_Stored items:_

__________

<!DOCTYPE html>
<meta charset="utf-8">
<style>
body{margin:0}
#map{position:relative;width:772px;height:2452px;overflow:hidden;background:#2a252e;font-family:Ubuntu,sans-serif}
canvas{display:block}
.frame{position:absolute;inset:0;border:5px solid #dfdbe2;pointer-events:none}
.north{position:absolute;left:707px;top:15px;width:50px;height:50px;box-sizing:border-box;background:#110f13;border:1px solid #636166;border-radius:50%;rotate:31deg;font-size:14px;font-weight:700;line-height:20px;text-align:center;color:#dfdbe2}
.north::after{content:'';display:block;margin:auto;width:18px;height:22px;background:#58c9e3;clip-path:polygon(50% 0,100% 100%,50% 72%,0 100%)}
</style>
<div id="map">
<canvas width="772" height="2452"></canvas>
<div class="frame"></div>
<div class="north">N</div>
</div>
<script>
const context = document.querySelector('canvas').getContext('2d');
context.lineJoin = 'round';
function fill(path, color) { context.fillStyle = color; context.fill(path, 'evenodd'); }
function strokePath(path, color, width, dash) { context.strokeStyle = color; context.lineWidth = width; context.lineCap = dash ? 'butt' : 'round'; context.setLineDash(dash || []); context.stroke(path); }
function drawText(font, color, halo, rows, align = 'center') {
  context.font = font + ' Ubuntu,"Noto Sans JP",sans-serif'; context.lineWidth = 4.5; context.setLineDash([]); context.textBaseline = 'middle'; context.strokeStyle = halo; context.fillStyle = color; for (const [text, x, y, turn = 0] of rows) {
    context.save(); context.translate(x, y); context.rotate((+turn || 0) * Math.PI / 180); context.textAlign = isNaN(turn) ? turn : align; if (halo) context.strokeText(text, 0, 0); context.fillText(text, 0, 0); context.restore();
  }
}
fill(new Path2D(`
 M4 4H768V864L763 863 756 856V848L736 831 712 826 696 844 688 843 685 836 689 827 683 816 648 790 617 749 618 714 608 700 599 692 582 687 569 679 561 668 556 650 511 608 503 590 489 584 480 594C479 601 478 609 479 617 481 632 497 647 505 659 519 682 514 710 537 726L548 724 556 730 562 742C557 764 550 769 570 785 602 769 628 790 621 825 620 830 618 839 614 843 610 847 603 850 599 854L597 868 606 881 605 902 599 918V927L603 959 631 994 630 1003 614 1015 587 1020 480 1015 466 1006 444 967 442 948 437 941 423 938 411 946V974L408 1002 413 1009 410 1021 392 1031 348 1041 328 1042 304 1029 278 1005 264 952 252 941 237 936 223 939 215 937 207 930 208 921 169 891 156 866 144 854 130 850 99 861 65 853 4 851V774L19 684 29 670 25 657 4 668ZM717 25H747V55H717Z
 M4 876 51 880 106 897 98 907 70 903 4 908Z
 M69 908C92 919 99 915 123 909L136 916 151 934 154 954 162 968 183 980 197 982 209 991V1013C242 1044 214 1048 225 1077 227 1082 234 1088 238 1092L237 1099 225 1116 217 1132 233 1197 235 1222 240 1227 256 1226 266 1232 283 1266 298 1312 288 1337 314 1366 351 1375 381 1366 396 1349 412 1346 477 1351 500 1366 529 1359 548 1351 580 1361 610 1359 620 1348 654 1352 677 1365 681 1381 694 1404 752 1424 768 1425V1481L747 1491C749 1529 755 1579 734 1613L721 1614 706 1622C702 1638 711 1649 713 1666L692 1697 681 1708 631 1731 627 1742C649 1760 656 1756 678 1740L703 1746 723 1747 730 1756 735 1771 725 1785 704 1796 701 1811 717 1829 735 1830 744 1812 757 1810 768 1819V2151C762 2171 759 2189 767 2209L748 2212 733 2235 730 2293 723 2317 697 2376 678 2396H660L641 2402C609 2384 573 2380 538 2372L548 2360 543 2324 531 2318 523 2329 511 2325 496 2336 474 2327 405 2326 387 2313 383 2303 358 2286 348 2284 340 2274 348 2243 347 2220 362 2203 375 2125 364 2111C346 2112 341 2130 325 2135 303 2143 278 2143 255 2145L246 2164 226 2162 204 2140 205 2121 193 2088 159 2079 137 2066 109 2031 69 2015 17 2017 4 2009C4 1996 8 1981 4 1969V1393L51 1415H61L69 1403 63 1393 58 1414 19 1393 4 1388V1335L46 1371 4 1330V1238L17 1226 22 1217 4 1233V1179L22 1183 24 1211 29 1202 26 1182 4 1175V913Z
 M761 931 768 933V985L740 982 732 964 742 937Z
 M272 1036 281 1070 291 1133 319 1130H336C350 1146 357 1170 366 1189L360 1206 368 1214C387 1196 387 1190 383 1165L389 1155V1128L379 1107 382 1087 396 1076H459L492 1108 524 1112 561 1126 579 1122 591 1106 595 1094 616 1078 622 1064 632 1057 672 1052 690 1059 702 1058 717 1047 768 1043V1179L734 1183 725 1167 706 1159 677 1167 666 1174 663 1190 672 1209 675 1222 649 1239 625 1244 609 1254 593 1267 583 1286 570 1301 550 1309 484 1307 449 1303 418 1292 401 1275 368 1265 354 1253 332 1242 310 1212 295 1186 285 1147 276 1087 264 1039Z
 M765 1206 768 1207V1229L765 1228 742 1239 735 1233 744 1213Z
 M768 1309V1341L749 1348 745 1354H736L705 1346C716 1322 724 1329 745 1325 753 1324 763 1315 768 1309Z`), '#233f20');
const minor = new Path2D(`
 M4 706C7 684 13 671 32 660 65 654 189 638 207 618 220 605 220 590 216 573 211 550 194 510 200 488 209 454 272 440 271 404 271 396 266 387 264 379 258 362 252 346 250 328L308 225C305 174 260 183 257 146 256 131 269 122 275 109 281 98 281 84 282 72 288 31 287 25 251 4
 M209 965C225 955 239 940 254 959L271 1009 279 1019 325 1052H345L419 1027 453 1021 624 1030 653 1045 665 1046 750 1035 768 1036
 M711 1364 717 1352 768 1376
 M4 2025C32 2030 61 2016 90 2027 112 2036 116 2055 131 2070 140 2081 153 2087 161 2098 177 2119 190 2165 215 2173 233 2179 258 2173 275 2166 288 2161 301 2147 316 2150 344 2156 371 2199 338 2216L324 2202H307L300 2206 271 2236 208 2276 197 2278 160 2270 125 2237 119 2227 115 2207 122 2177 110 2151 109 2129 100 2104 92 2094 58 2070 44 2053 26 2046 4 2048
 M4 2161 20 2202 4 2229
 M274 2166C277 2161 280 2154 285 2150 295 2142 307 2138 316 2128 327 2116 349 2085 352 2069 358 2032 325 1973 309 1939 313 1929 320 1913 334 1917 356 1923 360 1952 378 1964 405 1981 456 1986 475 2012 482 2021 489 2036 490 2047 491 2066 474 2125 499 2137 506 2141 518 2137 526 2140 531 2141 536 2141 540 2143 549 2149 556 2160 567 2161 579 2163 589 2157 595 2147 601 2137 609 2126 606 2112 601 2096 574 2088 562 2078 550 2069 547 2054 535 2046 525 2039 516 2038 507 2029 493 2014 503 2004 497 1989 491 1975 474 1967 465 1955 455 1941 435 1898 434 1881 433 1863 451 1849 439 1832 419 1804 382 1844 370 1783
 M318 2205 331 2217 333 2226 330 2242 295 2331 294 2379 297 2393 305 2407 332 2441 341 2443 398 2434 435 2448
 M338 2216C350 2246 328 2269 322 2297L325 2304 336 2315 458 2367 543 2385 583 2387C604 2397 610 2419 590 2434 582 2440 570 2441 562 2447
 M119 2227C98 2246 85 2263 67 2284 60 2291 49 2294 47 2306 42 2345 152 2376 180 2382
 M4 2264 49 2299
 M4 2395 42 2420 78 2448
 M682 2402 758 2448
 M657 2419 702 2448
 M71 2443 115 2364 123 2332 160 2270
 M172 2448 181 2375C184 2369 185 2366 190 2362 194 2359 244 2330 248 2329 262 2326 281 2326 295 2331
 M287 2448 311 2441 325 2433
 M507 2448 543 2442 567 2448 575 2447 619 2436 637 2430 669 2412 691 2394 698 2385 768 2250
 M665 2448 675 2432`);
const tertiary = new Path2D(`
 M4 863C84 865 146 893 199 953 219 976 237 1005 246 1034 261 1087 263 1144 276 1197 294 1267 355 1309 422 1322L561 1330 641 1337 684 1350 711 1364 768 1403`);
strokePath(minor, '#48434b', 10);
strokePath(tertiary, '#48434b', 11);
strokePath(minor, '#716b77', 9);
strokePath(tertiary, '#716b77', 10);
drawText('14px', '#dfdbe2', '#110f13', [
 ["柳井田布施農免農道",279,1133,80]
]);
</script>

__________

From the entries above, extract every line where the word "canvas" appears.

canvas{display:block}
<canvas width="772" height="2452"></canvas>
const context = document.querySelector('canvas').getContext('2d');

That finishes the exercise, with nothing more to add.